The hostilities played out on national television during the convention in which Goldwater was selected in San Francisco. Rockefeller and Scranton tried to exert a moderating influence on the platform, only to be met with heckling and catcalls. Eisenhower said the ruckus of the convention was “unpardonable—and a complete negation of the spirit of democracy. I was bitterly ashamed.” The former president also said that during the convention his young niece had been “molested” by Goldwater-supporting hooligans. The disarray of that convention anticipated some of the rowdiness of Trump events, as in the recent roughing up of a black protester in Birmingham, Alabama, which Trump himself egged on and justified.
Goldwater’s campaign had a profound impact on the racial composition of the Republican coalition.
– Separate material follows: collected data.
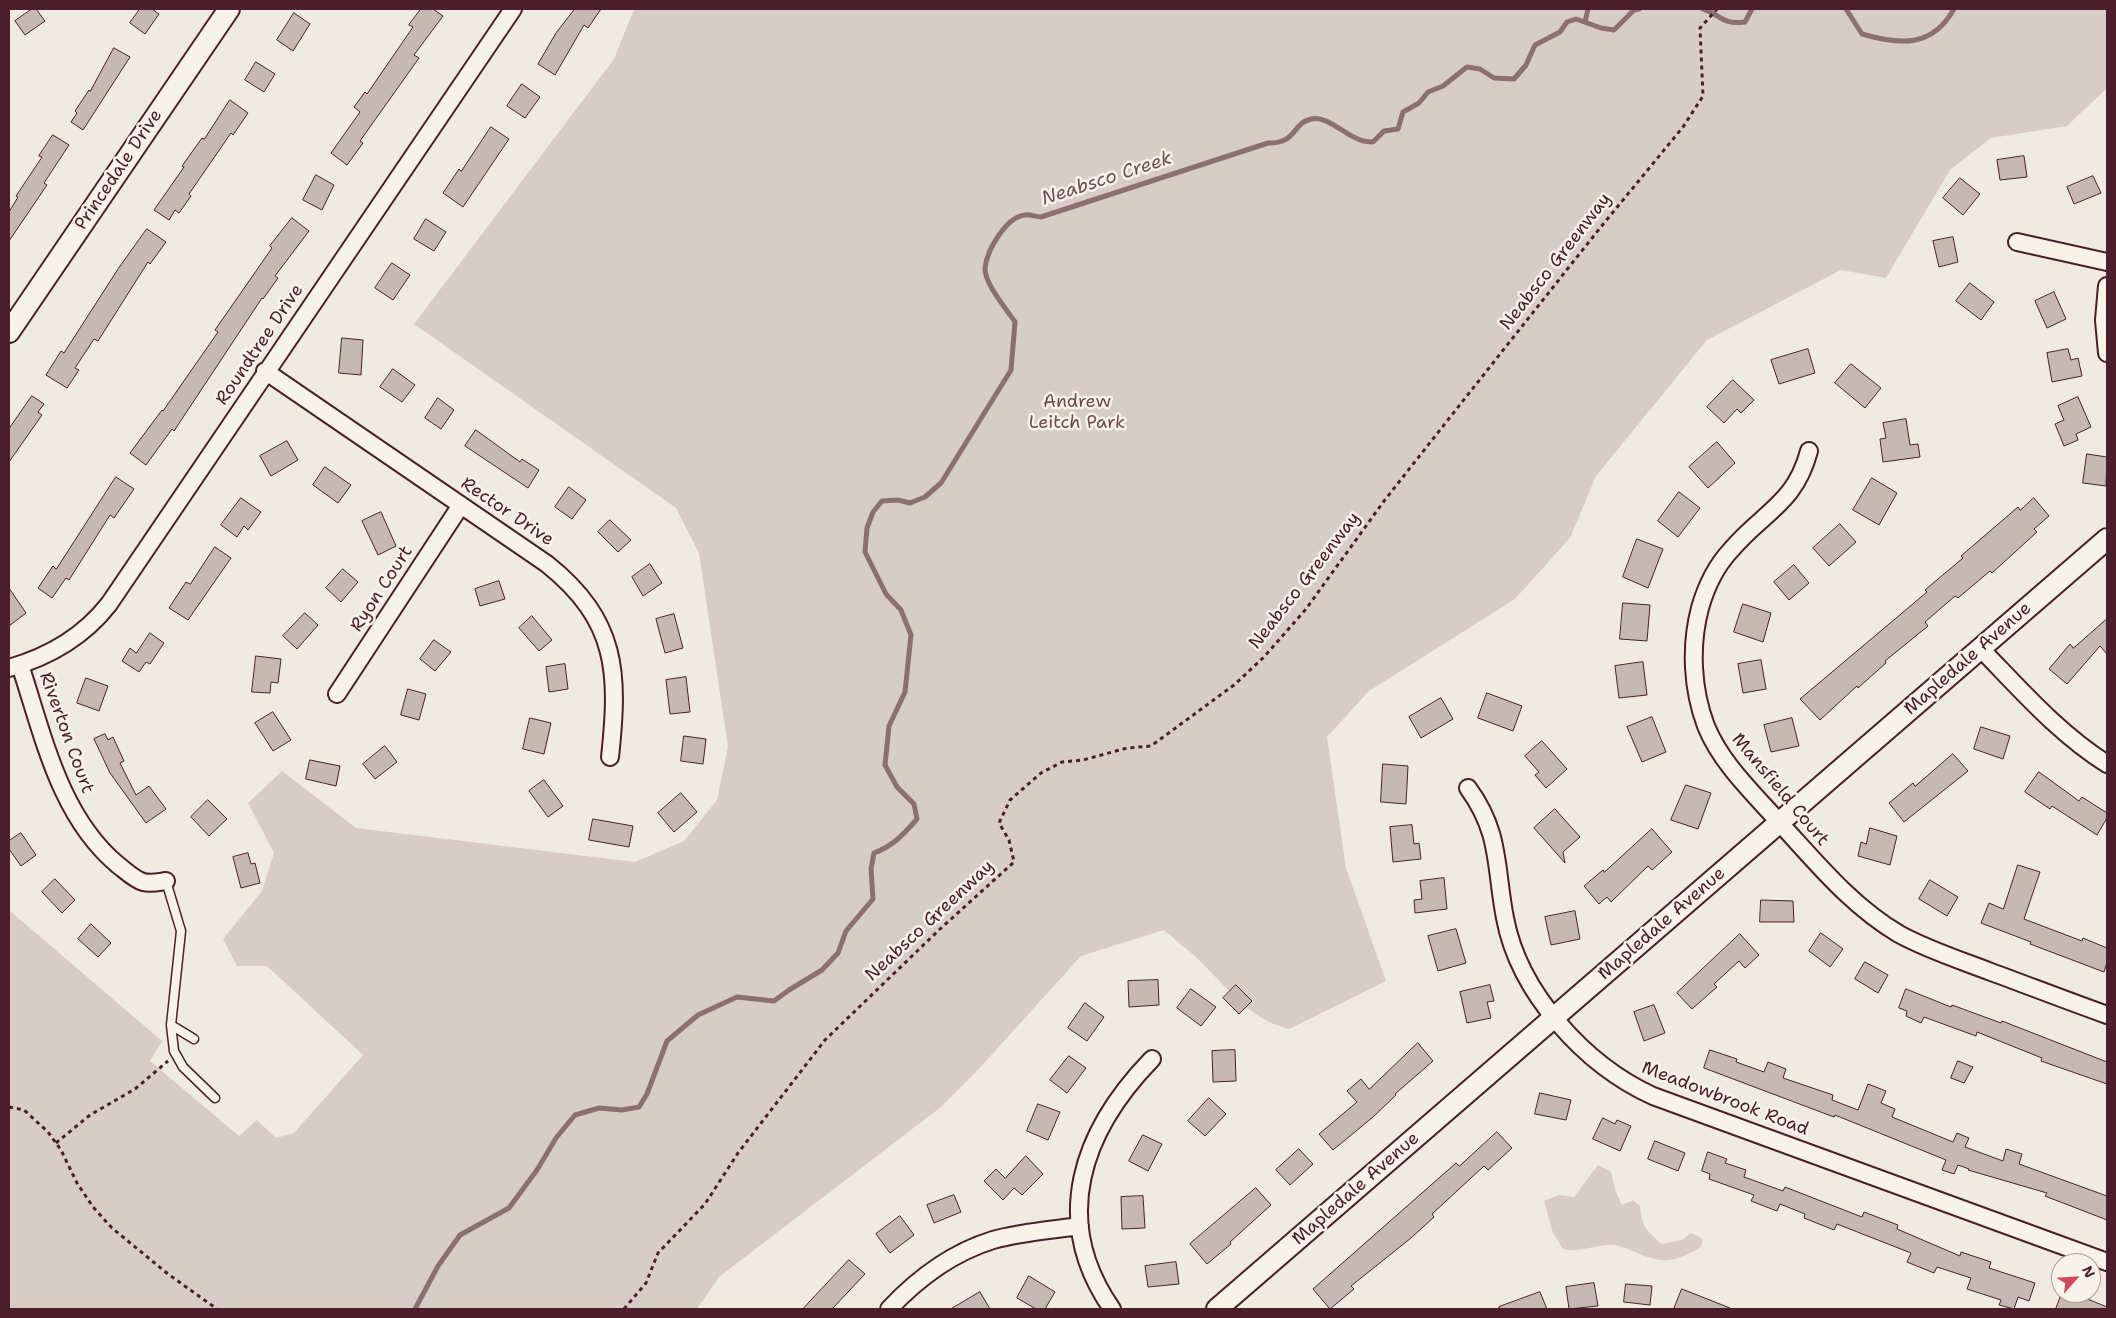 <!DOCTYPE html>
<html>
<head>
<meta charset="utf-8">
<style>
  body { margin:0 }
  #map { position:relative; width:2116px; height:1318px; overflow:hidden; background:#f0ebe0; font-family:"Shantell Sans",sans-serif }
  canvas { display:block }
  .frame { position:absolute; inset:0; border:10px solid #4a1f2b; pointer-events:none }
  .north { position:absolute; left:2051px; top:1253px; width:50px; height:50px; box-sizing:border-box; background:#f7f3e8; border:1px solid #b29e9c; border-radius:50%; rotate:64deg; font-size:14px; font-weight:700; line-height:20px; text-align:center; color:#4a1f2b }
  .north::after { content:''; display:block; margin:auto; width:18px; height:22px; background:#d1495b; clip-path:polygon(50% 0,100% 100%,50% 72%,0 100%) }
</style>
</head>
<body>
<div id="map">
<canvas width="2116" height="1318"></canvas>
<div class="frame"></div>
<div class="north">N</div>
</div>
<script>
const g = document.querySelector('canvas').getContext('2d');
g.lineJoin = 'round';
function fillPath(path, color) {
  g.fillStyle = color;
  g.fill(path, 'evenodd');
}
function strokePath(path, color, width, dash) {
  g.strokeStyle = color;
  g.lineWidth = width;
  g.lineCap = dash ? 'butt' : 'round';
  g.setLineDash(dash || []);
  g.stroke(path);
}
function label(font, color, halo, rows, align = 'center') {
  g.font = font + ' "Shantell Sans",sans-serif';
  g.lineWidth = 5;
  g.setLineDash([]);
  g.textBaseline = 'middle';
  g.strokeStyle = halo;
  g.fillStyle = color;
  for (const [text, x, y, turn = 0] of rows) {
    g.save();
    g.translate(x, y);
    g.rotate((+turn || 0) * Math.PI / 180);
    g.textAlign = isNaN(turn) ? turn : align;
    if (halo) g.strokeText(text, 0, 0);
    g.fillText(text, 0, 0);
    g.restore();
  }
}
const green = new Path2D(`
  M634,9h1473v79l-40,38 -76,12 -41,32 -64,108 -45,-8 -134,70 -111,136 -26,62 -55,61 -146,92 -42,46 19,131 40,113 -97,48c-41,-10 -63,-43 -92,-71 -10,-9 -22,-18 -33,-28l-83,26 -104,115 -36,36 -222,170 -22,32h-688v-399l153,131 -12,20 89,75 18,-16 19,18 18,-5 69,-78 -96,-89h-30l-14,-27 39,-48 12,-38 -26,-50 34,-32 74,57 279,34 49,-21 33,-41 11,-53 -29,-194 -23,-45 -262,-184 200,-265z
  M1598,1165l13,7 5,20 6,13 11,-5 7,6c2,21 6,24 22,38l20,-4 9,-7 12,6 -2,8c-27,15 -36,18 -66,5 -7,-3 -14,-6 -22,-7 -17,-1 -33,8 -50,4l-10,-16 -9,-32 15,-6 15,2z`);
const stream = new Path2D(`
  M1703,9c19,6 18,16 42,13l7,-13
  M1846,9l16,25c38,11 70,14 92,-25
  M1585,22l3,-13
  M415,1309l23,-43 22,-31 49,-27 28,-38 19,-32 19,-23 24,-7 23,2 17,-3 8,-13 20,-53 31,-26 39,-18 37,4 15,-11 33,-20 16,-17 8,-22 27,-32 -2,-30 3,-16c19,-7 30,-19 43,-34l-3,-15 -17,-17 -12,-22 4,-39 16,-34 6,-57 -10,-25 -15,-16 -21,-42 2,-24 6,-16 9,-11 16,-1 12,3 15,-6 16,-14 70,-113 4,-48c-8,-12 -31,-39 -30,-54 2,-18 21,-51 40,-53 5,-1 11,2 16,2l227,-74c30,0 23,-19 43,-24 15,-4 33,15 47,20 4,2 10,3 15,3l11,-11 14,-2 5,-17 16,-9 9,-11 15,-6 24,-19 13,2 14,9 20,1 12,-14 9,-20 25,-13 7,-10 9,-3 25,9 13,2 20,-20 5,-1`);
const building = new Path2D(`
  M32,9h4l9,12 -20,14 -10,-14z
  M140,9h12l7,5 -14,20 -15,-11z
  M421,9h12l10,7 -29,39 5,3 -59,83 3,2 -16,22 -16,-12 29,-41 -6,-5 11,-15 2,2 46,-67 -4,-2z
  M575,9h26l-13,19 -4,-3 -29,50 -17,-11 18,-31z
  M294,13l16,11 -17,27 -16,-11z
  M114,48l16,9 -47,73 -12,-8 6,-9 -2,-2 14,-21 1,1z
  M256,62l19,12 -11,18 -19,-12z
  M522,84l18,13 -15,21 -18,-12z
  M230,100l18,13 -15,22 -2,-2 -42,61 2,2 -12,17 -4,-3 -6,10 -15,-10 30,-43 -2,-1 20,-28 2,1z
  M491,127l18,12 -46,68 -20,-14 16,-24 2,2z
  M53,135l16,10 -25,38 3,2 -38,56v-29l9,-15 -2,-1 26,-39 -3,-1z
  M2024,156l3,21 -27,3 -3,-20z
  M316,175l18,10 -12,25 -19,-10z
  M2093,176l8,17 -27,11 -7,-17z
  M1960,178l20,16 -17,21 -20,-17z
  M292,218l17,13 -34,45 3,2 -15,21 -1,-1 -88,133 -2,-2 -26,36 -16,-12 32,-43 1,1 55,-79 -3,-2 57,-82 -2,-2z
  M426,219l20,13 -12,19 -20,-12z
  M147,229l19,13 -16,22 -2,-2 -50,79 -4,-2 -19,29 4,2 -12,18 -21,-13 15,-24 3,2 54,-84z
  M1953,237l5,25 -19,5 -6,-26z
  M392,263l18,12 -17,25 -18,-12z
  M1970,283l24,19 -13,18 -25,-19z
  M2054,292l12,27 -19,9 -12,-27z
  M342,338l21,2 -2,35 -22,-2z
  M1808,349l7,24 -36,11 -8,-24z
  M2068,349l3,11 7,-2 4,18 -30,6 -5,-29z
  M1851,364l30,24 -16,20 -30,-25z
  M393,369l22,16 -13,17 -22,-15z
  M1733,380l21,20 -13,13 -4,-4 -13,14 -17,-16z
  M32,396l12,8 -6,8 4,3 -33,47v-33z
  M2078,397l13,30 -15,7 2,6 -14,6 -9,-22 9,-4 -6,-14z
  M438,398l16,12 -13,19 -16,-11z
  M1906,419l4,26 8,-1 2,13 -37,5 -3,-23 6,-1 -3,-15z
  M476,430l44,32 2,-3 17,11 -11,18 -63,-42z
  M287,441l11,19 -27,16 -11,-20z
  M1717,442l18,21 -27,25 -19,-21z
  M2087,454l20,3 -1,29 -23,-3z
  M325,467l26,18 -13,18 -25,-18z
  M116,477l18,12 -20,29 -4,-3 -41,65 -3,-2 -14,20 -14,-10 15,-22 3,3z
  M1872,478l25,15 -18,32 -26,-15z
  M569,487l17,13 -14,19 -17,-12z
  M1679,492l21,16 -22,29 -20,-16z
  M241,498l20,14 -13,18 -4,-4 -7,11 -16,-12z
  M2034,498l15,18 -15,13 3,3 -45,41 -2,-2 -32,27 -3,-2 -30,26 3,4 -43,35 1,2 -28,25 -1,-2 -37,34 -20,-21 127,-107 -2,-2 38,-32 -2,-2 57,-49 2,3z
  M381,512l15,34 -18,9 -16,-34z
  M610,520l21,20 -13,12 -20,-20z
  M1840,524l16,18 -27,24 -16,-18z
  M1637,539l26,10 -15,39 -25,-11z
  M215,547l16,11 -43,62 -19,-12 17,-26 4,2z
  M650,564l12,19 -19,13 -11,-19z
  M1794,565l15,18 -20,17 -15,-18z
  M343,569l15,13 -17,20 -15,-14z
  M499,581l6,18 -25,7 -5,-17z
  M9,588l17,25 -17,13z
  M1623,603l27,2 -3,36 -27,-2z
  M1743,604l28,9 -8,29 -29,-10z
  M305,613l13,12 -21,24 -14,-13z
  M674,614l9,34 -18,5 -9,-34z
  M532,616l20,24 -13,11 -20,-23z
  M2107,619v35l-7,-8 -33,38 -18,-15 21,-25 3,4z
  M150,633l14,10 -14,21 -4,-2 -7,10 -17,-11 8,-13 6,5z
  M434,640l17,12 -16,19 -15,-12z
  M256,656l25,3 -3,24 -7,-1 -1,11 -18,-1z
  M1761,660l5,29 -23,4 -5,-29z
  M1643,662l4,33 -28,3 -4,-32z
  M565,664l3,25 -19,3 -3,-25z
  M686,677l4,35 -20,2 -4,-34z
  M86,678l22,8 -9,25 -22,-8z
  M408,689l18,5 -7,26 -18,-5z
  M1487,693l35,13 -9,25 -35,-13z
  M1441,698l12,21 -32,19 -12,-21z
  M273,712l18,28 -18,11 -18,-28z
  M1652,717l14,35 -24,10 -15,-35z
  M530,718l21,5 -7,31 -21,-5z
  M1792,718l7,28 -28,6 -7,-27z
  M1981,727l29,9 -7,23 -29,-10z
  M105,734l3,6 5,-3 11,24 -4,2 16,32 13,-9 17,23 -20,14 -36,-50 -16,-34z
  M684,736l22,3 -3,25 -22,-3z
  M1542,741l25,28 -21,19 -11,-13 4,-3 -14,-16z
  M385,746l12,16 -22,17 -12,-15z
  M1953,754l15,17 -64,51 -15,-19 24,-20 2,3z
  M310,760l30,6 -4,20 -30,-7z
  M1383,764l25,2 -2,38 -25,-2z
  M2039,772l40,29 3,-4 25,16v5l-10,17 -45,-29 -2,3 -25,-17z
  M544,780l19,26 -15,11 -19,-26z
  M1686,785l25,8 -13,36 -27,-9z
  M681,793l16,19 -23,20 -16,-19z
  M208,800l19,19 -18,17 -18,-19z
  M1555,809l25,28 -17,15 2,11 -31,-35z
  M593,819l40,7 -4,21 -40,-7z
  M1412,825l2,19 5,-1 2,16 -28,3 -3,-35z
  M1870,828l27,8 -7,29 -32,-9 3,-14 5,2z
  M1652,829l20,23 -20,18 -4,-4 -37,36 -4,-5 -8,7 -15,-18 19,-16 1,2z
  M21,833l15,22 -15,11 -12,-17v-8z
  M248,853l3,11 4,-1 5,20 -19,5 -8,-31z
  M2018,865l22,7 -16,47 58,22 1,-3 24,10v14l-3,10 -74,-28 1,-2 -50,-19 8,-20 14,6z
  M1444,878l3,31 -32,4 -1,-13 8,-1 -2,-18z
  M55,879l20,21 -13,13 -20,-21z
  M1930,880l28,17 -11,19 -28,-17z
  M1761,900l32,1 1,21h-34z
  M1575,911l5,28 -29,6 -6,-28z
  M91,924l20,19 -13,14 -20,-18z
  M1456,929l10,34 -28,8 -10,-35z
  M1821,933l22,16 -13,18 -21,-16z
  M1740,934l19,21 -14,13 -6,-7 -25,23 3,3 -25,22 -15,-16z
  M1865,962l23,13 -10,18 -23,-14z
  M1158,980l1,25 -30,2 -1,-26z
  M1236,985l16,16 -13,13 -16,-16z
  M1490,985l4,16 -7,1 4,16 -24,5 -7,-31z
  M1191,989l25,18 -15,19 -24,-18z
  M1906,989l45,18 1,-2 49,18 1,-2 105,41v22l-66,-23 1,-3 -65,-26 -1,4 -52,-19 -3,6 -15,-7 1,-5 -8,-3z
  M1085,1003l19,14 -17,24 -19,-13z
  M1654,1005l11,28 -21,8 -10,-29z
  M1418,1043l15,18 -38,33 1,1 -23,22 -40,33 -14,-16 38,-32 -10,-11 14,-12 8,10z
  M1235,1050l1,31 -23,1 -1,-31z
  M1710,1050l27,9 -1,3 28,10 4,-10 18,7 -3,9 50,17 -1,5 26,10 10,-26 18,7 -5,12 14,6 -3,8 61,25 4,-9 12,5 -4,9 38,14 3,-12 16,5 -3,10 88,32v24l-62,-24 2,-3 -79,-23 1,-1 -11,-4 -4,9 -12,-4 4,-10 -111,-45 -1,2 -130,-49z
  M1069,1056l17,12 -19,25 -17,-13z
  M1958,1061l15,6 -9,16 -13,-5z
  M1540,1093l31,7 -5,20 -31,-6z
  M1209,1098l17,16 -21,22 -17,-15z
  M1038,1104l22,8 -12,28 -21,-9z
  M1603,1118l12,6 2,-4 14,6 -11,25 -27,-12z
  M1497,1132l15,16 -24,22 -4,-4 -52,48 2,3 -23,21 -60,48 3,3 -24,20 -17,-20 143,-126 3,3z
  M1143,1135l19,9 -14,27 -19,-10z
  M1655,1141l30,12 -7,18 -30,-12z
  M1299,1149l14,15 -23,21 -14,-15z
  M1708,1152l19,7 -2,4 21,7 -2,7 39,14 2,-4 77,30 2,-5 34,13 -1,4 63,27 1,-4 30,10 -2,6 46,15 -6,18 -11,-4 -4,12 -15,-4 2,-5 -34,-11 4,-11 -34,-11 -3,6 -27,-11 4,-9 -74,-29 -3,6 -30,-12 1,-4 -25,-10 -3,7 -26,-10 3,-6 -45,-16 1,-5 -8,-3z
  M1026,1156l17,18 -21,21 -8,-7 -11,12 -19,-19 12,-12 9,9z
  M1256,1188l15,17 -41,37 1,2 -24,20 -17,-20z
  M954,1195l7,17 -27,11 -7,-18z
  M1143,1196l2,32 -23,1 -1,-32z
  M900,1216l14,19 -24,18 -14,-19z
  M849,1260l16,14 -33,35h-29z
  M1176,1262l3,22 -31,3 -3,-21z
  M1029,1276l26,16 -10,17h-9l-19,-11z
  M1594,1283l4,23 -29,3 -3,-22z
  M1626,1284l26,2 -2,19 -26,-3z
  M1682,1289l48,19v1h-56z
  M980,1292l10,17h-39z
  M1540,1292l7,17h-48v-2z
  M2062,1293h11l34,14v2h-51z`);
const path = new Path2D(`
  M9,1107l15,3 24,22 13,18 16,33 16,24 19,21 56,46 49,35
  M56,1143l34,-28 45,-26 33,-28
  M624,1309l22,-26 12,-30 47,-49 33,-51 87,-113 115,-111 74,-67 -5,-22 -10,-17 11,-23 31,-27 21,-11 21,-2 44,-12 24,-2 83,-61 30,-28 42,-48 78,-108 82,-104 134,-169 83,-101 20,-31 -3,-68 17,-19`);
const service = new Path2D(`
  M166,881l15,50 -10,94 3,26 9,16 32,31
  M171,1025l23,14`);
const minor = new Path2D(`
  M2017,242l90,20
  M2107,286l-3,34 3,33
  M265,371l282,193c71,57 72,109 63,193
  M1809,451c-14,53 -46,61 -78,99 -15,16 -25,37 -31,58 -10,38 -8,81 6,118 15,37 46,66 72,95 37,40 73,85 121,113 29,16 61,26 92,38 38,14 77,29 116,43
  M1981,649c40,41 77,84 126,115
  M20,665c23,69 39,151 98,200 8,6 16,14 25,17 8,2 16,0 23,-1
  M9,668c39,-11 75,-32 100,-64l404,-595
  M337,694l124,-189
  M1468,788c33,45 27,79 37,130 14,75 80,147 148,178l454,166
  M889,1309c29,-31 62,-56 104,-69 28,-8 59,-10 87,-14
  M1112,1309c-62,-89 -30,-178 40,-250`);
const tertiary = new Path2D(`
  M9,332l220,-323
  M1217,1309l890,-770`);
const streetNames = [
  ["Princedale Drive",119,170,-56],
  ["Neabsco Greenway",1556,262,-52],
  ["Roundtree Drive",260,345,-56],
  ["Rector Drive",507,512,34],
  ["Neabsco Greenway",1305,581,-52],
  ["Ryon Court",382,589,-57],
  ["Mapledale Avenue",1968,659,-41],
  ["Riverton Court",66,733,70],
  ["Mansfield Court",1780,790,50],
  ["Neabsco Greenway",930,921,-43],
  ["Mapledale Avenue",1662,924,-41],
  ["Meadowbrook Road",1725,1099,21],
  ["Mapledale Avenue",1356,1189,-41]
];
const parkNames = [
  ["Andrew",1077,402],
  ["Leitch Park",1077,423]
];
const waterNames = [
  ["Neabsco Creek",1107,179,-18]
];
fillPath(green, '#d8cdc6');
strokePath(stream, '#8b6f72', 5);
fillPath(building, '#c6b8b3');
strokePath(building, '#4a1f2b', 1);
strokePath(service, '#4a1f2b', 11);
strokePath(minor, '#4a1f2b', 20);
strokePath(tertiary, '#4a1f2b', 24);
strokePath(path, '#4a1f2b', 3, [4, 4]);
strokePath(service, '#f7f3e8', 8);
strokePath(minor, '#f7f3e8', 16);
strokePath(tertiary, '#f7f3e8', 20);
label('18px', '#4a1f2b', '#f7f3e8', streetNames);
label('18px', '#6e4a52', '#f7f3e8', parkNames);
label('italic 19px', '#704e55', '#f7f3e8', waterNames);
</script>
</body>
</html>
As historian Geoffrey Kabaservice notes in his 2012 book Rule and Ruin: The Downfall of Moderation and the Destruction of the Republican Party, “Many progressives and moderate Republicans did not want to participate in the Goldwater campaign in any way, shape, or form. The party’s African-American supporters were a special case in point. … African-Americans comprised only one percent of delegates and alternatives at the convention, a record low. Even so, there were some ugly incidents when Southern whites baited the blacks with insults and racial epithets and, in one case, deliberately burned a black delegate’s suit jacket with cigarettes.” Baseball star Jackie Robinson, then the most famous black Republican, said, “I now believe I know how it felt to be a Jew in Hitler’s Germany.”
[. . .]
Goldwater’s hard-right stance on civil rights alienated African American voters from the Republican Party in an enduring way. In 1956, 39 percent of the African American vote went to the Republicans, in 1960 it was 32 percent, and in 1964 it plummeted to 6 percent. Since Goldwater, the Republican presidential candidate has never gotten more than 15 percent of the black vote, and usually far less. A Trump nomination could have a similar effect by alienating Latinos, and perhaps all non-whites, thereby making the Republican Party even more monochromatic going forward than it already is.